--- START ---
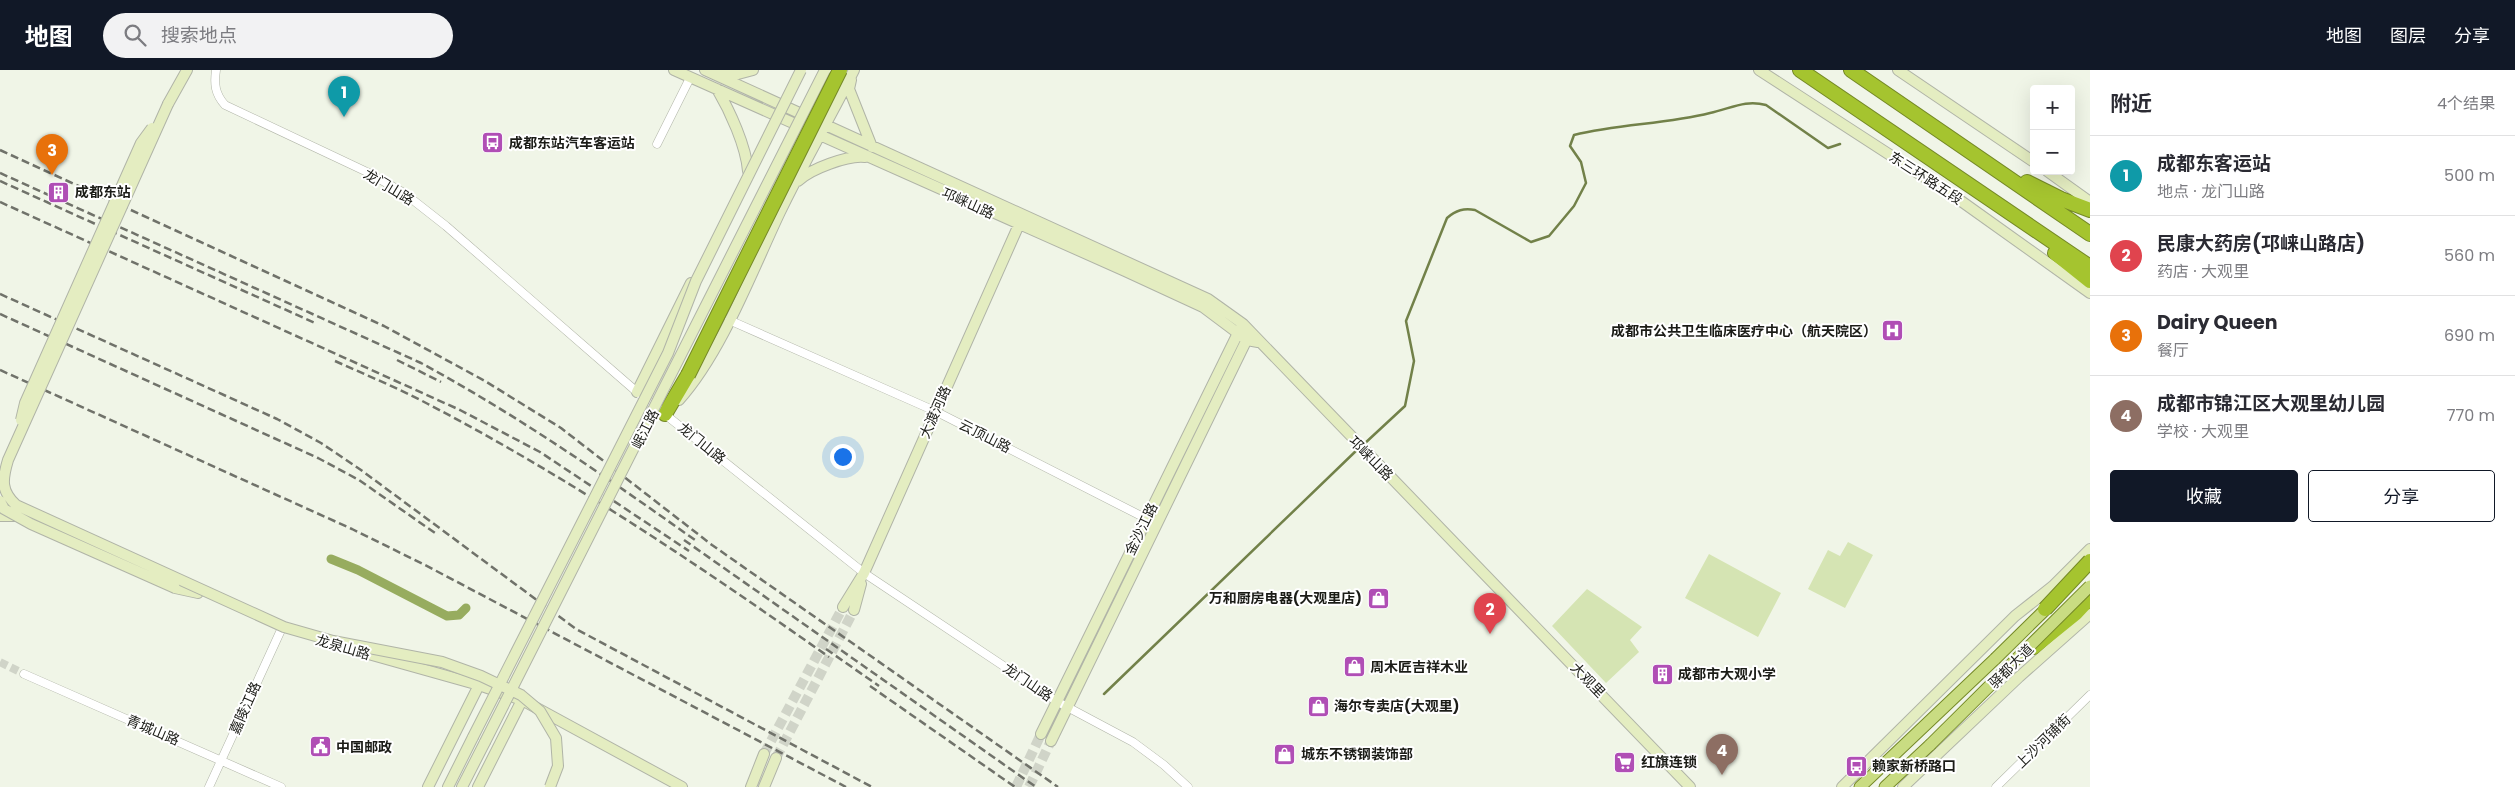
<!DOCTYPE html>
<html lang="zh">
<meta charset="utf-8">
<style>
:root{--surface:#fff;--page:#f2f2f3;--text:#2b2b33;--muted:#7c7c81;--line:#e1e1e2;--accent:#111827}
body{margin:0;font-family:Poppins,"Noto Sans SC",sans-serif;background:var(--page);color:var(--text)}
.controls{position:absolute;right:15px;top:15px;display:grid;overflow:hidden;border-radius:5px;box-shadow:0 5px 20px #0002}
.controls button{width:45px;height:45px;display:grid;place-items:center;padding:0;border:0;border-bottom:1px solid var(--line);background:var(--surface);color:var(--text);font:25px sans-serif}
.you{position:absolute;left:842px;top:386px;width:18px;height:18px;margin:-12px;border:4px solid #fff;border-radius:50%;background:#1a73e8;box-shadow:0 0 0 8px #1a73e833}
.badge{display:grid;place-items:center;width:32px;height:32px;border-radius:50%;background:var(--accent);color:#fff;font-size:16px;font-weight:700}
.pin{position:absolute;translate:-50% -41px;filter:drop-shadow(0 1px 2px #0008)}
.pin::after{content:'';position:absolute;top:26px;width:18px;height:15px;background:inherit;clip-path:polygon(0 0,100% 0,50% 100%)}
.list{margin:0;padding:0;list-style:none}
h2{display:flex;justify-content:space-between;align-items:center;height:65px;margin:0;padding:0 20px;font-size:21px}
h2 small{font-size:16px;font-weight:400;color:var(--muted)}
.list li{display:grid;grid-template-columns:32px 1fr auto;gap:15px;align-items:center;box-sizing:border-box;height:80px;padding:0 20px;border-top:1px solid var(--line)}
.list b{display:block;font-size:19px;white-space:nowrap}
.list p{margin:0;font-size:16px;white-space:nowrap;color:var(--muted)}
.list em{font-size:16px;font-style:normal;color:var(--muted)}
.actions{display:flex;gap:10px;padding:15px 20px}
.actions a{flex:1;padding:11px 0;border:1px solid var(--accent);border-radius:5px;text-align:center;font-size:18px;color:var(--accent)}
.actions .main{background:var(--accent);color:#fff}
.icon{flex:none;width:28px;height:28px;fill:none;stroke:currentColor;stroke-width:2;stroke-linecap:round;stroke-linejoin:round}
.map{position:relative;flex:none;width:2090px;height:717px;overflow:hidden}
header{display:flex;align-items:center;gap:30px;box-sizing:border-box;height:70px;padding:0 25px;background:var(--accent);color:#fff}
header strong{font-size:24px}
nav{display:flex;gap:28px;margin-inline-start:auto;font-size:18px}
.search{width:350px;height:45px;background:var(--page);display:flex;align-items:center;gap:12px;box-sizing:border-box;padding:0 18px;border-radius:28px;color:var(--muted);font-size:19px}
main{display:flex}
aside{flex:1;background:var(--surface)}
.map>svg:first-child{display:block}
</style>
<header>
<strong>地图</strong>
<div class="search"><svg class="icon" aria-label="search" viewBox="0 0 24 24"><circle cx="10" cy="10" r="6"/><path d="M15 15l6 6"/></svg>搜索地点</div>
<nav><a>地图</a><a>图层</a><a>分享</a></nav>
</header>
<main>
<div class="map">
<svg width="2090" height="717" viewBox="0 0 2090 717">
<rect width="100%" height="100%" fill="#f0f5e7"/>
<!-- green -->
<path fill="#d5e4b3" d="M 1848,472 L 1873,485 L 1845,538 L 1808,519 L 1828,480 L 1840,486 Z
M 1709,484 L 1781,523 L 1758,567 L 1685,528 Z
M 1587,519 L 1642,557 L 1630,570 L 1639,582 L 1606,613 L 1552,556 Z"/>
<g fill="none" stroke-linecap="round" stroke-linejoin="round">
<!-- stream -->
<path stroke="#728149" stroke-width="2.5" d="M 1363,375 L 1405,336 L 1414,291 L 1406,251 L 1447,148 C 1456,140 1464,138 1475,140 L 1531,172 L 1549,166 L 1574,136 L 1586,113 L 1581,92 L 1570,76 L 1574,65 C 1619,54 1666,54 1710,43 C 1730,39 1745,29 1766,35 L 1828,78 L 1840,74
M 1104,624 L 1359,378"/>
<!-- canal -->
<path stroke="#97ac5f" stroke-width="9" d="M 331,489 L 358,500 L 447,546 L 459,545 L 466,538"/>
<!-- street-tunnel -->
<path stroke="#d0d4c8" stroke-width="8" stroke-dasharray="8 4" stroke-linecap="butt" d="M 0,592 L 24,604"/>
<!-- secondary-tunnel -->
<path stroke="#d0d4c8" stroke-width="10" stroke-dasharray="10 5" stroke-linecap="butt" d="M 764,684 L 843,537
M 776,688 L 854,540
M 1016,717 L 1041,664
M 1029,717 L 1051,671"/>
<defs>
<path id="street" d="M 216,0 C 214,14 215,24 225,35 L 367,102 L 404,123 L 446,156 L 637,322 L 864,503 L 1056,631 L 1133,672 L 1164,695 L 1188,717
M 657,74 L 690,8
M 729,250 L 935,341 L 1151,451
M 24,604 L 281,717
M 209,717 L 281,560
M 1996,717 L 2090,625"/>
<path id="secondary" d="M 674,0 L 1125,201 L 1203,237 L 1247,270 L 1258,272
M 705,0 L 1208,229 L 1243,254 L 1690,717
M 1759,0 L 1961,131 L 2090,223
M 1898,0 L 2034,92
M 714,1 L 738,4 L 753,0
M 851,10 L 849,19 L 872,77
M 717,19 C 730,41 746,76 748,101
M 168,34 L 187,0
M 2047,101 L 2090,132
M 798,111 C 810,99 848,85 865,87
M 637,322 L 691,213
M 679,330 C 722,282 752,201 780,142 C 803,94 830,48 854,0
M 0,446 L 19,446
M 175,518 L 198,523
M 843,537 L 864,503 L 1021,150
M 854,540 L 861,514
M 340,576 L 479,615 L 522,630 L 682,717
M 1041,664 L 1240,259
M 1051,671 L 1249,265
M 428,717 L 479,615
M 448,717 L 473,667
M 462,717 L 485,672
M 478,717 L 522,630
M 751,717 L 764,684
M 764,717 L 776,688
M 1842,717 L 2015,546 L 2053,516 L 2090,479
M 1903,717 L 2019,607 L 2090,544"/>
<path id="primary" d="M 1860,717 L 1995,589
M 1885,717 L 1930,675"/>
<path id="highway" d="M 1800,0 L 2090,197
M 1851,0 L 2090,164
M 2027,112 L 2061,129 L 2090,140
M 2055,183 L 2090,211
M 665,344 L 688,305
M 2034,577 L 2076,543 L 2090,528"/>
</defs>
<!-- street casing -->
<use href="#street" stroke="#b0b4a7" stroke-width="9"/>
<!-- secondary casing -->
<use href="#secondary" stroke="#b0b4a7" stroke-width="12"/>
<!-- primary casing -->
<use href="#primary" stroke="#758927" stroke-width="13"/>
<!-- highway casing -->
<use href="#highway" stroke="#758927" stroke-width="16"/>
<!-- street -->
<use href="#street" stroke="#fff" stroke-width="8"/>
<!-- secondary -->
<use href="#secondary" stroke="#e4edc1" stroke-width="10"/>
<!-- primary -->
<use href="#primary" stroke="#c9dc82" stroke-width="11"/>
<!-- highway -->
<use href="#highway" stroke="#a5c42f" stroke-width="14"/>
<!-- rail -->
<path stroke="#70726a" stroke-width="2.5" stroke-dasharray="8 4" stroke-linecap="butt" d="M 0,80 L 384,256 L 485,311 L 561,358 L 712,475 L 1058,717
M 0,103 L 421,293 C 517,345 606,407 695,470
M 0,111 L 315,253
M 0,132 L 460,340 L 540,382 L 689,481
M 0,224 L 277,349 L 321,373 L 361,400 L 576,559 L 872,717
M 0,244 L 318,388 L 359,410 L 435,463
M 397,290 L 441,312
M 335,291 C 366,305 398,318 428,334 C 568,407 700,496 829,587
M 0,300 L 352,459 L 425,495 L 846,717
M 684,470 L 1036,717
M 826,579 L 879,616
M 870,616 L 1015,717"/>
<defs>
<path id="secondary-bridge" d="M 168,34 L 8,390 C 2,410 1,421 16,435 L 284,557 L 333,571 L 442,592 L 481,606 L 521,625 L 540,641 L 556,668 L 558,696 L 550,717
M 21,350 L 25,333 L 141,73 L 152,58
M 0,431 L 4,439 L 31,454 L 175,518
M 473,667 L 668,283 L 696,211 L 801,0
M 485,672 L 825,0"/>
<path id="primary-bridge" d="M 1995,589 L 2052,533
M 1930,675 L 2090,516"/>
<path id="highway-bridge" d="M 688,305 L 840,0
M 2045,539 L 2090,491"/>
</defs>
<!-- secondary-bridge casing -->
<use href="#secondary-bridge" stroke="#b0b4a7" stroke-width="12" stroke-linecap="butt"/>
<!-- primary-bridge casing -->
<use href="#primary-bridge" stroke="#758927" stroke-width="13" stroke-linecap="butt"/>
<!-- highway-bridge casing -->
<use href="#highway-bridge" stroke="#758927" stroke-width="16" stroke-linecap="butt"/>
<!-- secondary-bridge -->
<use href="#secondary-bridge" stroke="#e4edc1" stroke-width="10"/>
<!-- primary-bridge -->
<use href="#primary-bridge" stroke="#c9dc82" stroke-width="11"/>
<!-- highway-bridge -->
<use href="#highway-bridge" stroke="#a5c42f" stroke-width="14"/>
</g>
<!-- icons -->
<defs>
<symbol id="bus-square" viewBox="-11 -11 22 22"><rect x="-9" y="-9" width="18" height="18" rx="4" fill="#b04eb5" stroke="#fff"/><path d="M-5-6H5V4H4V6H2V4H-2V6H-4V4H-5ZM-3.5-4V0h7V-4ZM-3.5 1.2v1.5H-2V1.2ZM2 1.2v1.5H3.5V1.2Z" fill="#fff"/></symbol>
<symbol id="building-square" viewBox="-11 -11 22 22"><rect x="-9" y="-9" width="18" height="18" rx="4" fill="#b04eb5" stroke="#fff"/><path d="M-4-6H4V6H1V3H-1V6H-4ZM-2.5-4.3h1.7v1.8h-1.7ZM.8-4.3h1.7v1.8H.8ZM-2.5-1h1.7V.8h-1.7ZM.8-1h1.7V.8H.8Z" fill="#fff"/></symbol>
<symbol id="hospital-square" viewBox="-11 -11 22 22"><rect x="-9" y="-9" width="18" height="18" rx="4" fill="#b04eb5" stroke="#fff"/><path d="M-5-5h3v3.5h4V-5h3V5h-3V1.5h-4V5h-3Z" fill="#fff"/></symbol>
<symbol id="shop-square" viewBox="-11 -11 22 22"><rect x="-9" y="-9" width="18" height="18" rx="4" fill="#b04eb5" stroke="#fff"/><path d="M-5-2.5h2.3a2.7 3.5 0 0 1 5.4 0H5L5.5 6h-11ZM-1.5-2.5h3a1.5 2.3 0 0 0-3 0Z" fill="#fff"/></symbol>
<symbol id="civic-square" viewBox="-11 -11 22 22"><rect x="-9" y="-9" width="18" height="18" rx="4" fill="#b04eb5" stroke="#fff"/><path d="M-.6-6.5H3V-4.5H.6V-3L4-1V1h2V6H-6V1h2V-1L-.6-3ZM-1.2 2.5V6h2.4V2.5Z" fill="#fff"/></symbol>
<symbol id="supermarket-square" viewBox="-11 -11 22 22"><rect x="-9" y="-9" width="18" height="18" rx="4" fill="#b04eb5" stroke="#fff"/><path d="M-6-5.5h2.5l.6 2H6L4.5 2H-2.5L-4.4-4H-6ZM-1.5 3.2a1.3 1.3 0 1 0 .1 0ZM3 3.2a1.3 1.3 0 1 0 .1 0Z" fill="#fff"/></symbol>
</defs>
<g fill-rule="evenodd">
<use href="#bus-square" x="480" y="60" width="25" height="25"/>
<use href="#building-square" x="46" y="110" width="25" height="25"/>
<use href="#hospital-square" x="1880" y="248" width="25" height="25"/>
<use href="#shop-square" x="1366" y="516" width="25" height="25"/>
<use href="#shop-square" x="1342" y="584" width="25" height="25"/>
<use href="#building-square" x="1650" y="592" width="25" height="25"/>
<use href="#shop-square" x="1306" y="624" width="25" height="25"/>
<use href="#civic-square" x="308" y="664" width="25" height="25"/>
<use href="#shop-square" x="1272" y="672" width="25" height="25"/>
<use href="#supermarket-square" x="1612" y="680" width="25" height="25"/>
<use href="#bus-square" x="1844" y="684" width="25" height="25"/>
</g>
<g text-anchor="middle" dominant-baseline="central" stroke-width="4" stroke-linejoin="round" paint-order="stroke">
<!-- poi labels -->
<g font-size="14" font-weight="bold" fill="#1b1c17" stroke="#fff" text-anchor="start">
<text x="509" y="73">成都东站汽车客运站</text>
<text x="75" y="122">成都东站</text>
<text x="1877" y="261" text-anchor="end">成都市公共卫生临床医疗中心（航天院区）</text>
<text x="1362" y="528" text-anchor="end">万和厨房电器(大观里店)</text>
<text x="1370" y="597">周木匠吉祥木业</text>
<text x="1678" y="604">成都市大观小学</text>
<text x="1334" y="636">海尔专卖店(大观里)</text>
<text x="336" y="677">中国邮政</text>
<text x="1301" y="684">城东不锈钢装饰部</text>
<text x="1641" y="692">红旗连锁</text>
<text x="1872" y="696">赖家新桥路口</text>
</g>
<!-- street labels -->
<g font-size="14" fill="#1b1c17" stroke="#fff">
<text transform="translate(1926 108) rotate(33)">东三环路五段</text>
<text transform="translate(389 117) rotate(31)">龙门山路</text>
<text transform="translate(968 133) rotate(24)">邛崃山路</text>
<text transform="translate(935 342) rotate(-66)">大渡河路</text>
<text transform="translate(645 359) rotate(-63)">岷江路</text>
<text transform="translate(985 366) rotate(27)">云顶山路</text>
<text transform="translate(702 373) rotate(39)">龙门山路</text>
<text transform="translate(1371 388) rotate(45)">邛崃山路</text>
<text transform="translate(1141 459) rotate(-64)">金沙江路</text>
<text transform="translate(343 577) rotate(16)">龙泉山路</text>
<text transform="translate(2011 596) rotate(-45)">驿都大道</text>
<text transform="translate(1588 610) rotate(46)">大观里</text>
<text transform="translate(1028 612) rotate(34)">龙门山路</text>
<text transform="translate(245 638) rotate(-66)">嘉陵江路</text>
<text transform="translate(153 660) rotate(23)">青城山路</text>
<text transform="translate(2043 671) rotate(-44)">上沙河铺街</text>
</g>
</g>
</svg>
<div class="controls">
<button>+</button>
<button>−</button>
</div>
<div class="you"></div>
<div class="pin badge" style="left:344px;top:47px;background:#0f9aa8">1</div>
<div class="pin badge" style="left:1490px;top:564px;background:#e0444e">2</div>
<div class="pin badge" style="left:52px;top:105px;background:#e8710a">3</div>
<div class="pin badge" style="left:1722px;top:705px;background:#8d6e63">4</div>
</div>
<aside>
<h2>附近<small>4个结果</small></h2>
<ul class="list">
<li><span class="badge" style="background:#0f9aa8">1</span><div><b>成都东客运站</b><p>地点 · 龙门山路</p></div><em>500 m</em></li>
<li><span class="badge" style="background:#e0444e">2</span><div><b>民康大药房(邛崃山路店)</b><p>药店 · 大观里</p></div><em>560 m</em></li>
<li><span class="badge" style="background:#e8710a">3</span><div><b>Dairy Queen</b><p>餐厅</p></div><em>690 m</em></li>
<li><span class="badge" style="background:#8d6e63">4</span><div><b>成都市锦江区大观里幼儿园</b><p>学校 · 大观里</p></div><em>770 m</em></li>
</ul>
<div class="actions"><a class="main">收藏</a><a>分享</a></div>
</aside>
</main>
--- END ---
From the records above, quote only the lines running from the line with "M 2047,101 L 2090,132" to the line with "M 473,667 L 668,283 L 696,211 L 801,0", both lines included.

OUTPUT FOR THIS EXERCISE:
M 2047,101 L 2090,132
M 798,111 C 810,99 848,85 865,87
M 637,322 L 691,213
M 679,330 C 722,282 752,201 780,142 C 803,94 830,48 854,0
M 0,446 L 19,446
M 175,518 L 198,523
M 843,537 L 864,503 L 1021,150
M 854,540 L 861,514
M 340,576 L 479,615 L 522,630 L 682,717
M 1041,664 L 1240,259
M 1051,671 L 1249,265
M 428,717 L 479,615
M 448,717 L 473,667
M 462,717 L 485,672
M 478,717 L 522,630
M 751,717 L 764,684
M 764,717 L 776,688
M 1842,717 L 2015,546 L 2053,516 L 2090,479
M 1903,717 L 2019,607 L 2090,544"/>
<path id="primary" d="M 1860,717 L 1995,589
M 1885,717 L 1930,675"/>
<path id="highway" d="M 1800,0 L 2090,197
M 1851,0 L 2090,164
M 2027,112 L 2061,129 L 2090,140
M 2055,183 L 2090,211
M 665,344 L 688,305
M 2034,577 L 2076,543 L 2090,528"/>
</defs>
<!-- street casing -->
<use href="#street" stroke="#b0b4a7" stroke-width="9"/>
<!-- secondary casing -->
<use href="#secondary" stroke="#b0b4a7" stroke-width="12"/>
<!-- primary casing -->
<use href="#primary" stroke="#758927" stroke-width="13"/>
<!-- highway casing -->
<use href="#highway" stroke="#758927" stroke-width="16"/>
<!-- street -->
<use href="#street" stroke="#fff" stroke-width="8"/>
<!-- secondary -->
<use href="#secondary" stroke="#e4edc1" stroke-width="10"/>
<!-- primary -->
<use href="#primary" stroke="#c9dc82" stroke-width="11"/>
<!-- highway -->
<use href="#highway" stroke="#a5c42f" stroke-width="14"/>
<!-- rail -->
<path stroke="#70726a" stroke-width="2.5" stroke-dasharray="8 4" stroke-linecap="butt" d="M 0,80 L 384,256 L 485,311 L 561,358 L 712,475 L 1058,717
M 0,103 L 421,293 C 517,345 606,407 695,470
M 0,111 L 315,253
M 0,132 L 460,340 L 540,382 L 689,481
M 0,224 L 277,349 L 321,373 L 361,400 L 576,559 L 872,717
M 0,244 L 318,388 L 359,410 L 435,463
M 397,290 L 441,312
M 335,291 C 366,305 398,318 428,334 C 568,407 700,496 829,587
M 0,300 L 352,459 L 425,495 L 846,717
M 684,470 L 1036,717
M 826,579 L 879,616
M 870,616 L 1015,717"/>
<defs>
<path id="secondary-bridge" d="M 168,34 L 8,390 C 2,410 1,421 16,435 L 284,557 L 333,571 L 442,592 L 481,606 L 521,625 L 540,641 L 556,668 L 558,696 L 550,717
M 21,350 L 25,333 L 141,73 L 152,58
M 0,431 L 4,439 L 31,454 L 175,518
M 473,667 L 668,283 L 696,211 L 801,0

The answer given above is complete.